Aby handed her brother a plastic bag with some sandwiches in it.  
"Mom said you have to go to school," snapped Aby. "Move, now, or you'll be late."

Cecil knew there was no point arguing with his sister. Mom was in charge, on some level, but Aby made sure things got done when they needed to. This did not mean that Aby did things for Cecil. He learned quickly which buttons to press on the rattly washing machine and how much of the blue-flecked white detergent powder was too much. He'd learned to keep his room at a tolerable level of almost-squalor, and he knew how to make the kind of meals that came in crinkly packages to be opened into a pan of boiling water. He could organise himself, although having Aby make his sandwiches when she made her own was nice.

Aby sure could be bossy, thought Cecil. He nursed a feeling that combined love and resentment and admiration and hurt anger with a touch of worship and a leaden, indigestible chunk of foreboding that soon Aby would leave for college and he'd be on his own. On his own _with mom_ he corrected himself with shame. He examined the sandwiches, peeling back the cling-wrap to see what was inside. Cheese, thinly pared. Maybe Earl would share his.

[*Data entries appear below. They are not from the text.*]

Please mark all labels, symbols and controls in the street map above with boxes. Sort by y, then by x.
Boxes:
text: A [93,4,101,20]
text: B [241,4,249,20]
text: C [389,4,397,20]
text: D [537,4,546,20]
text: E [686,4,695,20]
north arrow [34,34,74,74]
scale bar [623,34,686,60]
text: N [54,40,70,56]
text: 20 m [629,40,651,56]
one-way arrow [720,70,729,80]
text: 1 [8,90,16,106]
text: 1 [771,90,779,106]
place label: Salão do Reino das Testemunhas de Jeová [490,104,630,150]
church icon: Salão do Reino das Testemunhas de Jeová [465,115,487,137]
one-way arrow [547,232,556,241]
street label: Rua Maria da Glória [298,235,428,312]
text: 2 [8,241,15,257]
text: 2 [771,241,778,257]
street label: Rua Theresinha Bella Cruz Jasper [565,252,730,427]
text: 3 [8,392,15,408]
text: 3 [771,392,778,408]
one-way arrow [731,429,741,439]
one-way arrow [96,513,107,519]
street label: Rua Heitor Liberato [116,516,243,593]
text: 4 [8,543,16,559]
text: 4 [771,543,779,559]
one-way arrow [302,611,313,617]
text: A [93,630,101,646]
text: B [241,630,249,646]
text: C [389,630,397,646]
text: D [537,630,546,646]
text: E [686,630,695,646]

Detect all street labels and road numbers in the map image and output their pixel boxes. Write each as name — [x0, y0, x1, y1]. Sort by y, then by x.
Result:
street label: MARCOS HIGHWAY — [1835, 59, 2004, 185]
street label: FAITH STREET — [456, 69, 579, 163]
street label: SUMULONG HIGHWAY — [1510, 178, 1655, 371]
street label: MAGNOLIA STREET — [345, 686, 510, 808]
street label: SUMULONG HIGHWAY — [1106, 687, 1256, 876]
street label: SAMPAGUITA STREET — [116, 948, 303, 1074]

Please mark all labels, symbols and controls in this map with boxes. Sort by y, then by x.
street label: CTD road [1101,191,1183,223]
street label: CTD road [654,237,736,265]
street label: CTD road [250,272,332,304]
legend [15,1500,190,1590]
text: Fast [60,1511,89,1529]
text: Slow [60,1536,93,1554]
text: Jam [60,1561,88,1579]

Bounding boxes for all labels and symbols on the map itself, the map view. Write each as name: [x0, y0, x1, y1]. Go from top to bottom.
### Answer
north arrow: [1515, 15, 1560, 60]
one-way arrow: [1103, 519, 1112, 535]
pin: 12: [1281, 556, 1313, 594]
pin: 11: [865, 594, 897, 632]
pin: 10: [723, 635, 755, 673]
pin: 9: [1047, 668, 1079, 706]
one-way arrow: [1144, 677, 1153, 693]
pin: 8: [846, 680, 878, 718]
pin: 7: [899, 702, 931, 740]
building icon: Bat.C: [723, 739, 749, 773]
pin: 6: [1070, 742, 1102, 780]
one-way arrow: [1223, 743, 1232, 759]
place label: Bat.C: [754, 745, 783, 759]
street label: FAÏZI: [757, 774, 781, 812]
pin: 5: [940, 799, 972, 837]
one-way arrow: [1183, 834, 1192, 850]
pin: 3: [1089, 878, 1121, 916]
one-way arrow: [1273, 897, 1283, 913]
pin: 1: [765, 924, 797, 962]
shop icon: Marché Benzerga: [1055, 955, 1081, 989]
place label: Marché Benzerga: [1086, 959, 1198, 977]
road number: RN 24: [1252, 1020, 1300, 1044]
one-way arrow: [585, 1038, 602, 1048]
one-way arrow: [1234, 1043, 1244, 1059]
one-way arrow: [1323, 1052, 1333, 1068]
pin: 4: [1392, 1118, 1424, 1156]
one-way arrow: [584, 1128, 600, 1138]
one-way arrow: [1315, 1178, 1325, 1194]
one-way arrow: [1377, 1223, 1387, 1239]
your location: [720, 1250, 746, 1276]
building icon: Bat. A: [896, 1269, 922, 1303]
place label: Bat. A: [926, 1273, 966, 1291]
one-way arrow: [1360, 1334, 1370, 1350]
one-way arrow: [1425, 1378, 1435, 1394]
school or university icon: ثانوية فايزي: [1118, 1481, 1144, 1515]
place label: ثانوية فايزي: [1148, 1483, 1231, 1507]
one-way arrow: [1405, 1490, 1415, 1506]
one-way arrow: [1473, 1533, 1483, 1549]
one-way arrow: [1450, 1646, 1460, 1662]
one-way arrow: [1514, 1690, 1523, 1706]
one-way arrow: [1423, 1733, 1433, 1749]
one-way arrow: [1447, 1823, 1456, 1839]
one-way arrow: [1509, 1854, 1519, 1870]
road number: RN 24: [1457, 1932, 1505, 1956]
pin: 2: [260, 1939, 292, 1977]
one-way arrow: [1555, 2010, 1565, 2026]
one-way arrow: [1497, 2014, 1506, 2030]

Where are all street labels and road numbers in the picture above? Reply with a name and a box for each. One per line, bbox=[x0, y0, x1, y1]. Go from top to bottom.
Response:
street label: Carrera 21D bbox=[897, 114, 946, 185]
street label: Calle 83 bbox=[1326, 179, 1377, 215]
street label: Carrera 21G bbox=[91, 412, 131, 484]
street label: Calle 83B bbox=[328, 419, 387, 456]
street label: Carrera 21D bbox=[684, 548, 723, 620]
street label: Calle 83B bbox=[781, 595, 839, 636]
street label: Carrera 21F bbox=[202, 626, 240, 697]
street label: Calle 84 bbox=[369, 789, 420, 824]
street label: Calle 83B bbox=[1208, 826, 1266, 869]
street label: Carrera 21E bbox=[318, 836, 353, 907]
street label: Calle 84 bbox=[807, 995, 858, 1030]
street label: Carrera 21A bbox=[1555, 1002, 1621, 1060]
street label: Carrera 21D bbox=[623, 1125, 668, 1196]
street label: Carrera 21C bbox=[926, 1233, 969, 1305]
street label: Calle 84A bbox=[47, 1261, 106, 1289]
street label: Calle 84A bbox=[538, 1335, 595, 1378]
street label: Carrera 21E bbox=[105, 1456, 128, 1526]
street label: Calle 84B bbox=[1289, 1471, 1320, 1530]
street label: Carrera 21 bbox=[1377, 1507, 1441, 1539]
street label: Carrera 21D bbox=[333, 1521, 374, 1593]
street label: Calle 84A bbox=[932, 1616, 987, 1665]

Showered and dressed in five minutes, a quick look in on mom, and Cecil was out the door. He'd remembered his homework at the last minute, dashing back into his room to pick up the envelope of photographs that provided insubstantial evidence of his existence before this exact point in time. Everyone was to make a humdrum timeline of their lives with photographs to show what they looked like during events they considered key. Cecil picked birth (mom, tired, watching too-young Aby staring with concern lest she drop the brand new brother in her skinny arms), starting school (a fearful grimace of a smile on his lips but no further while Earl looked like he'd won a prize, best friends with their arms around one another's shoulders), tasting his first cup of coffee (eyes screwed shut, nose wrinkled, mouth turned downwards, a little out of focus, mom cry-laughing and reaching to retrieve her stolen cup. Aby must've taken that one but he didn't remember). Finally, two photographs taken quite close together. One of Cecil grinning for the camera, crooked teeth crowding pink gums, the other with his lips pulled back to reveal the metalwork that would, hopefully, one day, give him a smile he would be pleased to display in public.

He was too late to catch Earl at the bus stop. Earl was a _scout_ and always prepared. Perfect pressed shirt, tidy hair, everything important in a folder, everything Cecil was not. Yet their friendship worked well, they each reflected the best of the other and absorbed the rest without much comment. Sure they disagreed: about who was the best player on the spiderwolves team (obviously it was Earl, insisted Cecil, but his friend was far too modest) or about whether sugar-ring donuts really were better than chocolate-filled. Cecil mostly argued trivial matters so that Earl's eyes would crinkle and he would laugh with mock-scorn, maybe throw a soft punch and the friends could tussle it out, safe in the knowledge that it was just a silly fight to see who was right.

Cecil decided to walk. On the way to school he could craft his excuse. Maybe _mom needed me so I left the house late_ (which only ever earned him looks of pity and tight-lipped kinda-smiles) or _I missed the bus because I saw it again, that dark planet lit by no sun_ (which might win him a morning in the medical room with Nurse tutting and shaking their head), or maybe... No. Cecil decided on the truth. If he did not get to his seat before the second bell, he would admit that he got almost all the way there in plenty of time but ran back for his homework. Well, it was a _version_ of the truth, so that was okay. Right?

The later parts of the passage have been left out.